# Offline Engine API

SGLang provides a direct inference engine without the need for an HTTP server, especially for use cases where additional HTTP server adds unnecessary complexity or overhead. Here are two general use cases:

- Offline Batch Inference
- Custom Server on Top of the Engine

This document focuses on the offline batch inference, demonstrating four different inference modes:

- Non-streaming synchronous generation
- Streaming synchronous generation
- Non-streaming asynchronous generation
- Streaming asynchronous generation

Additionally, you can easily build a custom server on top of the SGLang offline engine. A detailed example working in a python script can be found in [custom_server](https://github.com/sgl-project/sglang/blob/main/examples/runtime/engine/custom_server.py).



## Nest Asyncio
Note that if you want to use **Offline Engine** in ipython or some other nested loop code, you need to add the following code:
```python
import nest_asyncio

nest_asyncio.apply()

```

## Advanced Usage

The engine supports [vlm inference](https://github.com/sgl-project/sglang/blob/main/examples/runtime/engine/offline_batch_inference_vlm.py) as well as [extracting hidden states](https://github.com/sgl-project/sglang/blob/main/examples/runtime/hidden_states). 

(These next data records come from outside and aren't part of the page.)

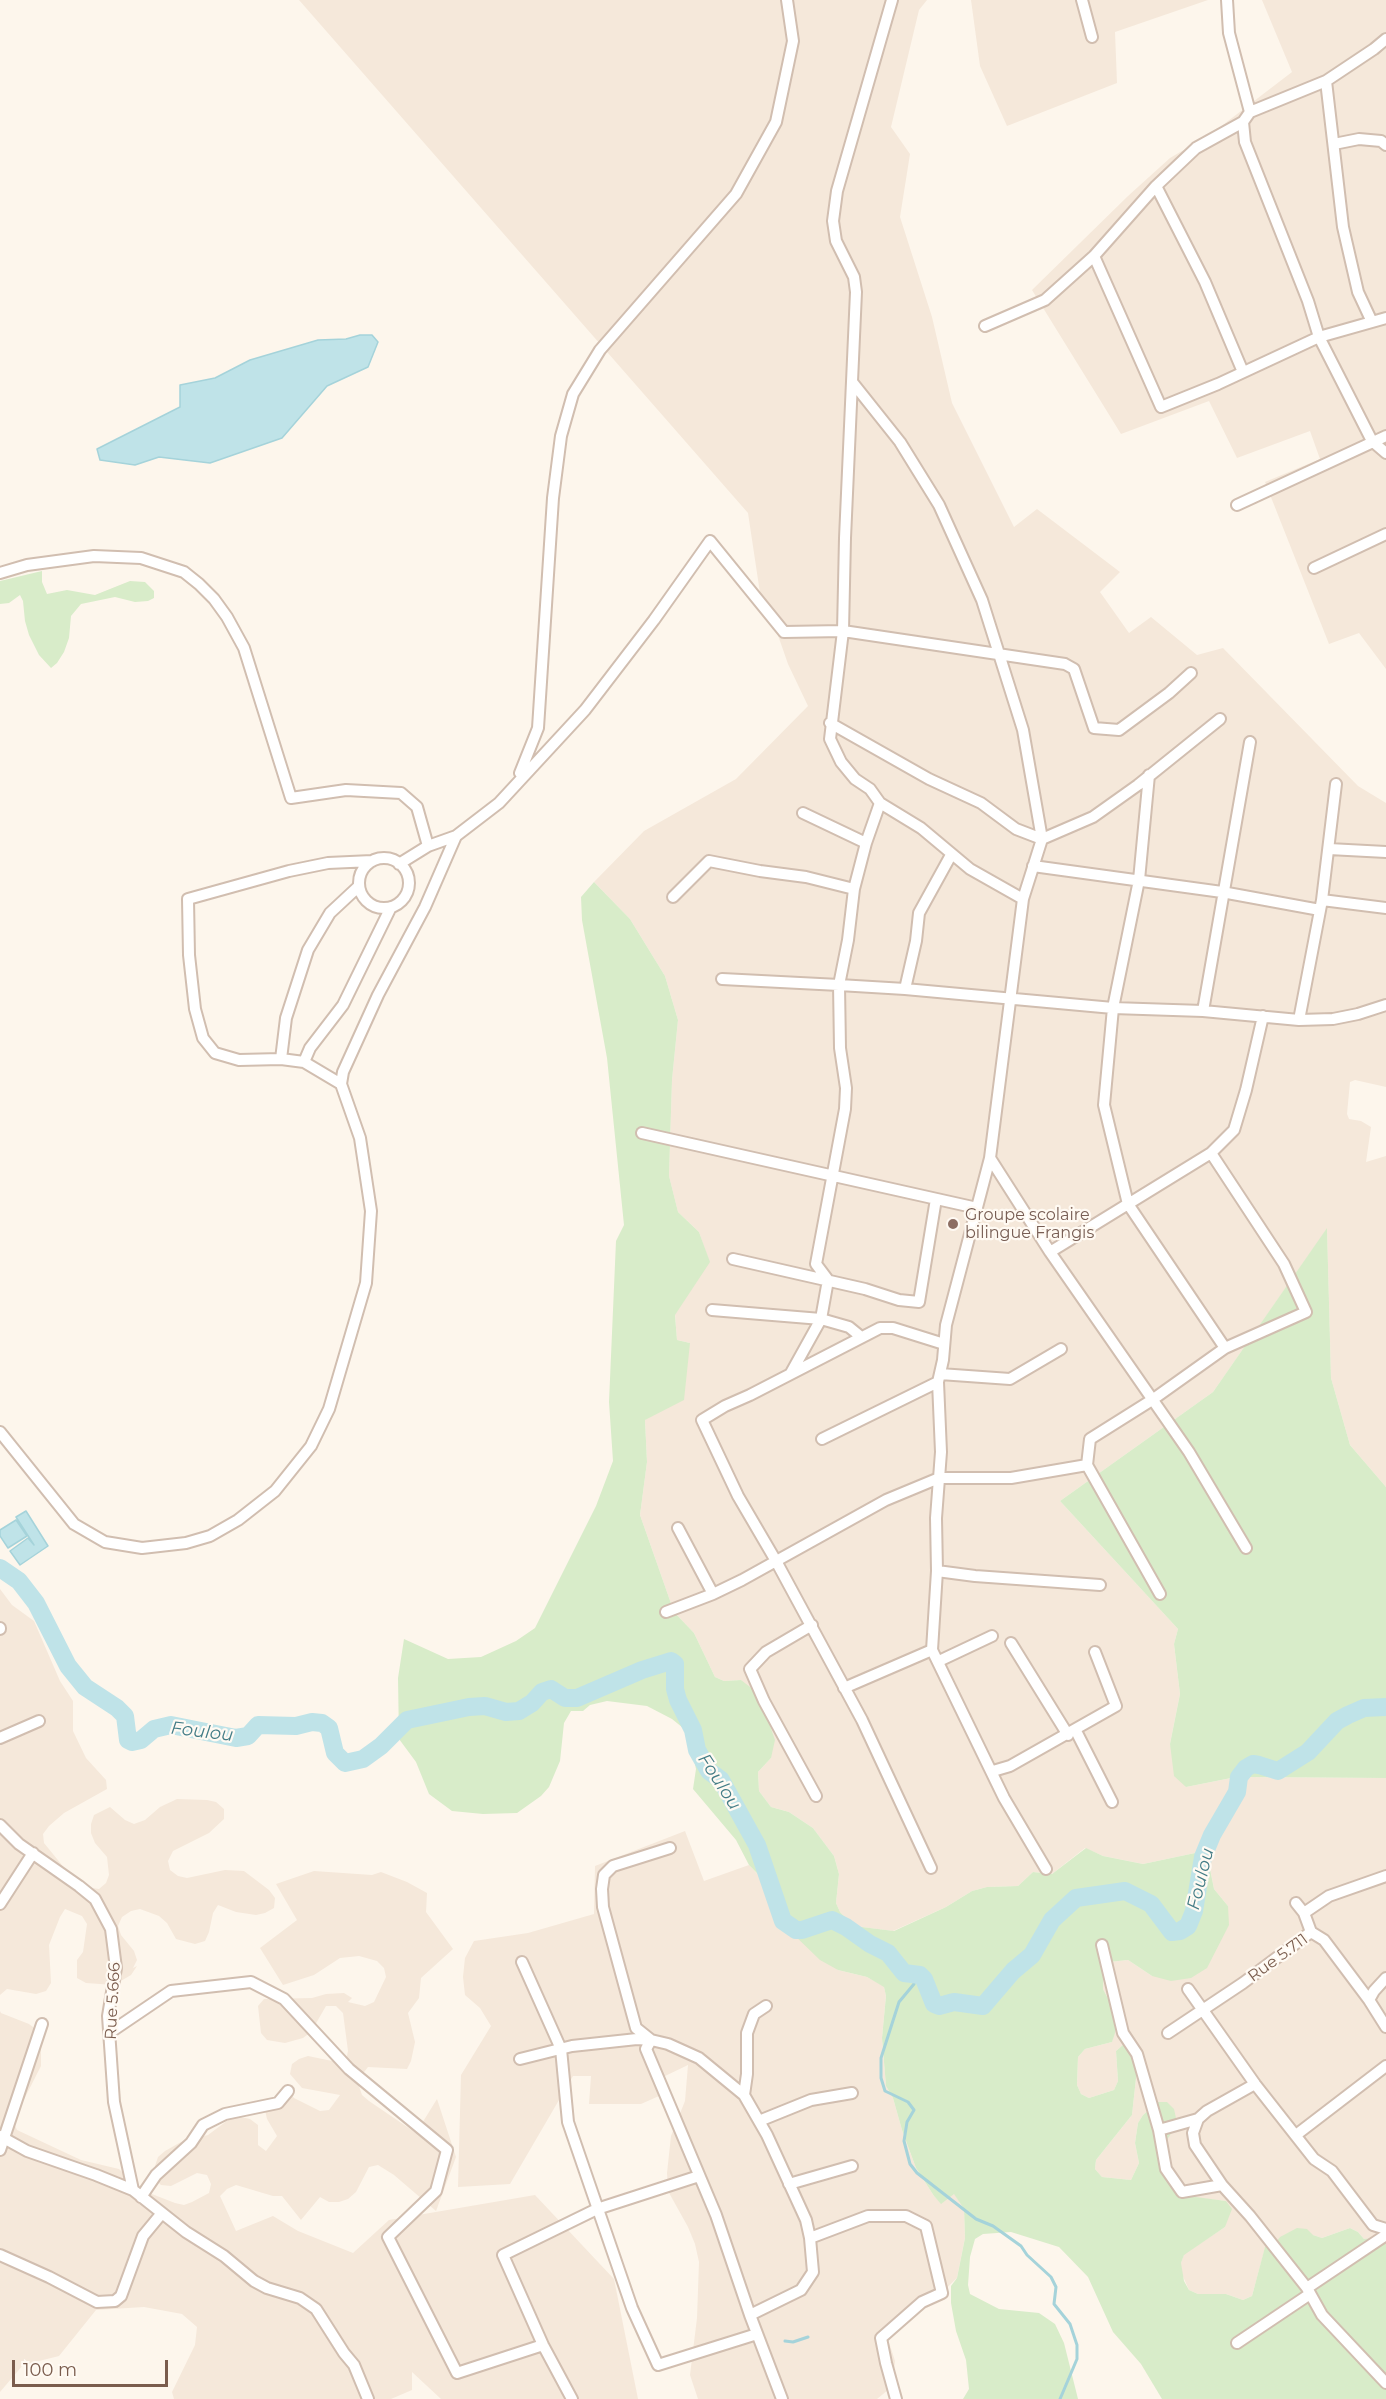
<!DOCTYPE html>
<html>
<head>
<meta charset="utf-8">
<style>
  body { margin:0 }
  #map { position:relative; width:1386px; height:2399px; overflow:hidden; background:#fdf6ec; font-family:Montserrat,sans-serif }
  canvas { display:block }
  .scale { position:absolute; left:12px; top:2360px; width:156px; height:27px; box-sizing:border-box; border:3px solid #7a5c4d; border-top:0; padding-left:8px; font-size:18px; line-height:21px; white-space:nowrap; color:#7a5c4d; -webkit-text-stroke:4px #fffaf3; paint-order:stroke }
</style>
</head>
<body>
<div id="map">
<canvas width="1386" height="2399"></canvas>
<div class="scale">100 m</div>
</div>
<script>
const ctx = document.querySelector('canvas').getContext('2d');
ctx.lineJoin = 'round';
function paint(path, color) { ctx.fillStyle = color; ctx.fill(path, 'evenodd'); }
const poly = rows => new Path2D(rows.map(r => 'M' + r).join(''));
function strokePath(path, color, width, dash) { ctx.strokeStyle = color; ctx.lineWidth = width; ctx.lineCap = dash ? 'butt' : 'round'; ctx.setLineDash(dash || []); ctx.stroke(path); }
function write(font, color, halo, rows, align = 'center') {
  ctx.font = font + ' Montserrat,sans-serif'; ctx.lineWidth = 4.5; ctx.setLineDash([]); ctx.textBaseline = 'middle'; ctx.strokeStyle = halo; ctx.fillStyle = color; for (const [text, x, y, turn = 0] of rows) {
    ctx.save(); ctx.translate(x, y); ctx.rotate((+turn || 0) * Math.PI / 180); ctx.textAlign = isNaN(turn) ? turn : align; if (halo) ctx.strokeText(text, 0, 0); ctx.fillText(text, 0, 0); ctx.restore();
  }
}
paint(poly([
  [299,0,927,0,919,10,891,127,910,154,900,217,932,317,952,403,1014,527,1037,509,1120,572,1100,592,1129,633,1151,617,1197,655,1223,648,1358,786,1386,803,1386,1087,1355,1080,1350,1082,1347,1114,1349,1119,1361,1121,1371,1127,1366,1162,1386,1156,1386,1487,1350,1445,1331,1378,1327,1229,1213,1392,1060,1501,1178,1629,1174,1644,1180,1694,1170,1744,1186,1787,1236,1777,1386,1778,1386,2237,1373,2240,1364,2239,1358,2232,1350,2228,1322,2238,1313,2235,1265,2248,1252,2296,1243,2300,1226,2294,1198,2294,1189,2290,1181,2272,1181,2263,1184,2254,1225,2227,1226,2201,1188,2197,1172,2186,1161,2172,1158,2102,1143,2115,1138,2123,1135,2143,1139,2163,1131,2180,1102,2177,1095,2169,1096,2160,1132,2115,1137,2069,1123,2045,1116,2051,1118,2081,1114,2090,1089,2098,1081,2094,1077,2085,1078,2057,1085,2049,1112,2042,1116,2014,1103,1989,1104,1970,1109,1962,1128,1960,1152,1976,1228,1906,1214,1889,1208,1859,1214,1849,1143,1864,1103,1856,1085,1848,1052,1874,1033,1872,1018,1886,987,1887,972,1891,946,1907,893,1931,854,1926,840,1912,836,1903,839,1874,834,1856,813,1828,789,1812,771,1807,759,1791,758,1772,771,1758,741,1680,724,1681,715,1677,694,1633,674,1612,640,1515,647,1462,645,1420,690,1343,677,1340,675,1314,709,1261,699,1232,678,1212,669,1176,672,1080,678,1020,665,976,630,919,594,882,644,831,736,779,808,706,788,664,773,621,763,613,748,513],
  [971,0,1208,0,1115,32,1117,83,1007,126,980,66],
  [1262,0,1386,0,1386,669,1359,633,1329,644,1265,482,1320,459,1310,431,1237,458,1209,401,1121,434,1032,290,1128,196,1170,158,1211,134,1292,72],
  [0,1589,12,1605,34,1621,60,1681,73,1701,73,1731,86,1758,106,1780,107,1789,64,1813,49,1826,43,1834,44,1843,79,1886,99,1889,106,1883,109,1875,107,1857,95,1843,91,1833,91,1824,94,1815,110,1807,125,1820,134,1824,145,1820,160,1807,177,1799,207,1800,216,1802,224,1809,224,1819,209,1833,173,1851,168,1861,170,1870,178,1876,187,1878,225,1870,244,1871,269,1890,275,1898,274,1908,265,1913,256,1915,236,1912,218,1905,213,1913,209,1932,205,1941,195,1944,176,1939,167,1923,159,1916,140,1909,131,1911,122,1917,118,1926,121,1935,134,1951,137,1960,133,1968,137,1966,131,1975,114,1985,86,1983,77,1978,77,1960,83,1952,87,1924,82,1916,65,1909,60,1917,49,1945,51,1983,46,1991,36,1994,7,1989,0,1995],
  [685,1831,704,1881,749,1865,780,1898,781,1917,838,1970,867,1977,884,1986,886,1996,882,2038,886,2086,893,2098,902,2130,916,2168,934,2196,941,2203,954,2193,964,2209,965,2238,957,2278,935,2299,886,2333,895,2361,893,2380,888,2390,877,2399,698,2399,690,2375,697,2318,699,2262,695,2244,688,2227,668,2191,667,2173,671,2136,685,2101,688,2065,663,2077,659,2096,641,2104,589,2104,591,2076,573,2076,510,2184,458,2187,461,2075,491,2026,480,2008,465,1995,463,1977,465,1958,474,1941,528,1933,594,1914,595,1866],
  [314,1871,372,1875,381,1872,407,1882,427,1893,426,1912,453,1949,421,1978,419,1998,408,2013,415,2042,411,2061,407,2069,368,2067,361,2076,359,2086,362,2095,369,2101,416,2133,437,2099,456,2157,436,2211,394,2175,378,2165,369,2167,356,2192,348,2199,339,2202,329,2202,320,2197,301,2220,282,2196,273,2196,236,2185,227,2189,220,2196,236,2231,273,2216,298,2231,353,2253,389,2220,535,2195,614,2279,638,2399,441,2399,412,2372,412,2390,391,2399,174,2399,172,2392,195,2345,197,2327,182,2314,144,2307,96,2310,59,2356,23,2365,0,2392,0,2011,1,2013,29,2024,37,2030,41,2045,41,2066,13,2121,17,2130,81,2160,119,2169,139,2189,175,2203,184,2205,192,2202,209,2193,211,2184,207,2175,197,2173,171,2186,161,2185,154,2178,156,2175,155,2166,158,2157,165,2151,181,2142,208,2135,232,2117,241,2117,250,2119,258,2125,258,2145,266,2151,277,2136,267,2119,265,2110,267,2101,288,2091,294,2098,320,2111,329,2110,340,2095,302,2088,290,2074,292,2064,299,2059,308,2056,337,2062,346,2060,348,2051,343,2013,336,2006,326,2006,311,2032,303,2038,285,2043,267,2040,261,2033,258,2006,264,1999,312,1998,326,1994,344,1993,352,1998,348,2002,365,2006,374,2002,386,1977,384,1968,377,1961,359,1956,340,1958,314,1975,283,1985,260,1948,297,1920,276,1884]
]), '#f5e8da');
paint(poly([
  [42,571,42,582,47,594,67,590,95,595,130,581,145,582,154,591,154,598,148,601,135,602,115,597,81,604,71,616,69,638,64,652,57,663,51,668,39,655,29,635,25,621,23,601,20,595,9,603,0,604,0,581],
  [594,882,630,919,665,976,678,1020,672,1080,669,1176,678,1212,699,1232,710,1262,675,1315,677,1340,690,1343,684,1400,645,1420,647,1462,640,1515,674,1612,694,1633,715,1677,724,1681,741,1680,759,1694,775,1740,771,1758,758,1772,759,1791,771,1807,789,1812,813,1828,834,1856,839,1874,836,1903,840,1912,854,1926,894,1931,946,1907,972,1891,987,1887,1018,1886,1033,1872,1052,1874,1086,1848,1103,1856,1143,1864,1214,1849,1208,1859,1214,1889,1228,1906,1229,1925,1207,1968,1191,1978,1171,1981,1152,1976,1128,1960,1109,1962,1104,1970,1103,1989,1116,2014,1115,2033,1112,2042,1085,2049,1078,2057,1077,2085,1081,2094,1089,2098,1114,2090,1118,2081,1116,2051,1124,2044,1137,2069,1132,2115,1096,2160,1095,2169,1102,2177,1131,2180,1139,2163,1135,2143,1138,2123,1143,2115,1158,2102,1167,2102,1174,2109,1176,2118,1175,2127,1159,2153,1161,2172,1172,2186,1188,2196,1226,2201,1232,2209,1225,2227,1184,2255,1181,2263,1184,2281,1189,2290,1198,2294,1226,2294,1243,2300,1252,2296,1265,2247,1274,2245,1280,2237,1297,2228,1307,2229,1313,2235,1322,2238,1350,2228,1358,2232,1364,2239,1386,2237,1386,2399,1162,2399,1141,2364,1113,2332,1088,2277,1059,2247,1011,2232,983,2234,975,2239,970,2257,968,2285,970,2294,999,2309,1039,2313,1055,2324,1064,2343,1078,2399,963,2399,969,2389,966,2360,956,2331,951,2303,951,2286,957,2278,965,2238,964,2209,954,2194,941,2204,934,2196,916,2168,902,2130,893,2098,886,2086,882,2038,886,1996,884,1987,867,1977,838,1970,820,1960,789,1930,781,1917,780,1897,749,1865,736,1840,693,1789,696,1769,688,1732,672,1719,647,1706,607,1701,590,1705,583,1711,571,1711,564,1723,560,1761,549,1787,541,1796,517,1813,483,1814,452,1811,429,1794,416,1762,399,1739,398,1678,404,1639,448,1659,481,1657,516,1641,535,1628,596,1506,613,1461,609,1402,616,1241,624,1225,607,1058,582,920,581,897],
  [1327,1228,1331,1378,1350,1445,1386,1487,1386,1778,1236,1777,1186,1787,1174,1776,1170,1744,1180,1694,1174,1644,1178,1629,1060,1501,1213,1392]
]), '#d8ecc9');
const water = poly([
  [360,335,372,335,378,342,368,367,327,386,282,438,210,463,159,457,135,465,100,460,97,449,180,407,180,385,215,378,250,360,318,340,346,339,360,335],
  [26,1511,48,1546,20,1565,10,1551,28,1538,34,1545,16,1517,26,1511],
  [16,1520,27,1536,8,1548,0,1536,0,1530,16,1520]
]);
paint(water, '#bfe3e8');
strokePath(water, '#a5d3da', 1.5);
strokePath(poly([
  [913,1974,914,1984,899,2002,881,2058,881,2078,885,2091,908,2102,914,2110,907,2122,904,2141,910,2164,917,2173,976,2219,993,2226,1021,2246,1027,2255,1051,2277,1056,2287,1054,2304,1070,2324,1077,2345,1077,2359,1060,2399],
  [785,2341,793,2342,808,2337]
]), '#a5d3da', 3);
strokePath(poly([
  [0,1568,19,1581,36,1603,68,1666,85,1687,117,1708,125,1716,128,1740,132,1742,141,1740,154,1729,171,1725,236,1738,248,1736,258,1725,296,1726,312,1722,322,1723,329,1728,335,1753,345,1763,363,1759,381,1746,407,1720,469,1707,485,1706,506,1712,519,1711,532,1703,542,1692,551,1689,565,1698,577,1698,642,1670,671,1661,675,1664,675,1689,678,1700,693,1730,697,1750,709,1771,721,1780,757,1845,783,1921,796,1930,802,1930,832,1920,846,1927,870,1944,888,1953,904,1973,920,1975,924,1979,934,2004,939,2006,954,2002,983,2006,1013,1971,1032,1955,1052,1920,1076,1898,1125,1891,1151,1904,1172,1932,1180,1931,1188,1926,1194,1911,1203,1857,1212,1835,1237,1792,1239,1777,1246,1768,1253,1764,1259,1765,1278,1771,1308,1752,1337,1721,1348,1715,1364,1708,1386,1707]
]), '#bfe3e8', 18);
const street = poly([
  [1082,0,1092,37],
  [1227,0,1229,33,1250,112,1326,81],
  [1250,112,1243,122,1245,142,1308,301,1319,337,1372,441,1386,453],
  [1334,144,1359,139,1381,141,1386,145],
  [1156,186,1205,282,1243,372],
  [1094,256,1161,407,1218,384,1319,337,1386,318],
  [1372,322,1358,292,1343,227,1326,81,1374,49,1386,39],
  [985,326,1045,300,1094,256,1156,186,1196,148,1243,122],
  [853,383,900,442,939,505,982,600,1023,730,1042,839],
  [1237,505,1386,436],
  [1314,568,1386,534],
  [0,573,27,565,94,556,141,558,184,572,199,584,214,599,227,617,244,648,291,798,346,790,401,793,417,807,428,846],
  [830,723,929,779,981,803,1016,829,1042,839],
  [520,773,538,728,553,498,561,436,573,394,600,350,736,194,776,122,793,41,787,0],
  [1149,775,1139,880,1113,1008,1104,1105,1128,1204,1225,1348],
  [880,803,921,828,970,869,1023,899],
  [803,813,866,843],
  [1329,849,1386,852],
  '359 883a25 25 0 1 1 50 0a25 25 0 1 1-50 0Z',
  [399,864,428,846,456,836,499,803,585,710,654,620,710,541,784,632,843,631,845,538,856,292,854,277,836,241,833,221,837,191,892,0],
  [1033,866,1222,892,1320,910],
  [673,897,709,861,760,871,806,877,854,889],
  [1322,900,1386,908],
  [722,979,839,985,848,940,854,889,866,843,880,803,870,789,855,779,841,762,830,739,843,631,1065,664,1074,669,1094,728,1119,730,1169,693,1191,673],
  [905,989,916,941,919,913,951,855],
  [1203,1011,1250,742],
  [1299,1020,1322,900,1336,784],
  [281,1059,286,1018,308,950,330,913,359,886],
  [304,1062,310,1048,343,1005,391,907],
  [341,1084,304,1062,281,1059,239,1060,215,1053,203,1038,195,1009,189,955,188,899,289,871,328,863,372,861],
  [642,1133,977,1208],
  [990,1158,1050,1252,1189,1452,1246,1548],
  [1050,1252,1211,1153,1234,1130,1246,1090,1263,1016],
  [733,1259,865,1289,899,1300,919,1302,936,1199],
  [712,1310,821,1319,849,1327,860,1336],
  [791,1373,821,1319,828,1280,816,1264,845,1109,846,1088,840,1048,839,985,905,989,1113,1008,1203,1011,1299,1020,1333,1019,1358,1014,1386,1005],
  [940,1374,1010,1379,1061,1349],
  [0,1432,74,1524,105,1542,142,1548,186,1543,210,1536,238,1520,275,1491,311,1446,329,1409,366,1283,371,1211,360,1138,341,1084,343,1072,378,995,425,907,456,836],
  [822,1439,938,1382],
  [1087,1465,1090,1439,1152,1400,1225,1348,1306,1312,1284,1264,1211,1153],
  [678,1528,713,1594,742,1580,886,1500,939,1478,1011,1478,1087,1465,1160,1594],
  [937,1571,975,1576,1100,1585],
  [666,1612,713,1594],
  [812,1625,766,1652,750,1669,764,1701,816,1796],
  [0,1629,0,1628],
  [1011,1643,1068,1735],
  [939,1661,992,1636],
  [844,1688,932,1650],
  [1076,1731,1112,1802],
  [0,1738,39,1721],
  [993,1771,1010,1766,1116,1706,1095,1652],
  [0,1825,19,1844,79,1886,95,1899,111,1929,116,1968,108,2016,114,2102,133,2190,186,2232,224,2256,254,2281,267,2288,300,2298,316,2309,344,2353,354,2365,368,2399],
  [670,1848,613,1866,604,1875,602,1889,603,1907,636,2028,651,2040,646,2049,716,2215,750,2315,782,2399],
  [931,1868,862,1720,776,1561,738,1496,702,1420,725,1406,750,1395,880,1328,893,1328,944,1344],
  [1046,1869,1004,1798,932,1650,937,1571,936,1518,941,1452,938,1382,943,1360,946,1325,990,1158,1023,899,1042,839,1093,817,1138,785,1220,719],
  [1296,1903,1304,1913,1311,1932],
  [0,1904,33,1853],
  [1304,1913,1329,1896,1386,1876],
  [1102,1945,1123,2033,1137,2054,1159,2130,1166,2169,1182,2192,1222,2185],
  [522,1962,561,2049,568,2122,632,2308,658,2365,757,2334],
  [1188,1989,1255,2084,1314,2159,1332,2171,1373,2225,1386,2229],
  [1369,2000,1374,1991,1386,1978],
  [109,2033,171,1991,251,1982,284,1999,349,2069,447,2150,436,2191,388,2237,457,2373,543,2345],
  [1168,2033,1243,1983,1311,1932,1324,1940,1369,2000,1386,2027],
  [520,2059,572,2046,637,2039,651,2040,668,2044,699,2058,744,2095,767,2135,806,2220,810,2238,813,2272,801,2290,750,2315],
  [1255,2084,1207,2111,1198,2119,1193,2133,1195,2145,1222,2185,1250,2216,1307,2288,1322,2315,1386,2383],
  [744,2095,747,2074,747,2033,754,2014,766,2006],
  [759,2121,811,2100,852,2093],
  [1159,2130,1198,2119],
  [1296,2135,1386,2066],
  [0,2136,27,2151,96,2175,133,2190],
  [0,2150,42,2024],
  [789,2184,852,2166],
  [141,2197,156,2175,191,2143,203,2125,225,2114,278,2103,288,2091],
  [810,2238,868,2216,906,2216,926,2226,942,2293,922,2302,881,2338,886,2363,896,2399],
  [0,2255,49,2277,97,2302,115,2301,121,2296,143,2236,162,2213],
  [1307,2288,1386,2235],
  [1237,2343,1310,2294],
  [572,2399,543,2345,503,2255,597,2209,699,2176]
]);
strokePath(street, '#d1beb0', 14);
strokePath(street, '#fff', 10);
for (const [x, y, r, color] of [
  [953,1224,6,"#8d6e63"]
]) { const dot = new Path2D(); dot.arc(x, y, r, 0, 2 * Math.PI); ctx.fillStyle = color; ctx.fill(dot); strokePath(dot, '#fffaf3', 2); }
write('16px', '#785e54', '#fffaf3', [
  ["Groupe scolaire",965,1215],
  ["bilingue Frangis",965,1233]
], 'left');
write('16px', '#7a5c4d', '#fffaf3', [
  ["Rue 5.711",1278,1958,-36],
  ["Rue 5.666",113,2001,-87]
]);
write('italic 18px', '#437c86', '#fffaf3', [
  ["Foulou",202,1732,7],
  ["Foulou",719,1782,57],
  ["Foulou",1201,1879,-76]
]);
</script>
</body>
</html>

Please see [the examples](https://github.com/sgl-project/sglang/tree/main/examples/runtime/engine) for further use cases.

## Offline Batch Inference

SGLang offline engine supports batch inference with efficient scheduling.

In [1]:
# launch the offline engine
import asyncio
import io
import os

from PIL import Image
import requests
import sglang as sgl

from sglang.srt.conversation import chat_templates
from sglang.test.test_utils import is_in_ci
from sglang.utils import async_stream_and_merge, stream_and_merge

if is_in_ci():
    import patch
else:
    import nest_asyncio

    nest_asyncio.apply()


llm = sgl.Engine(model_path="qwen/qwen2.5-0.5b-instruct")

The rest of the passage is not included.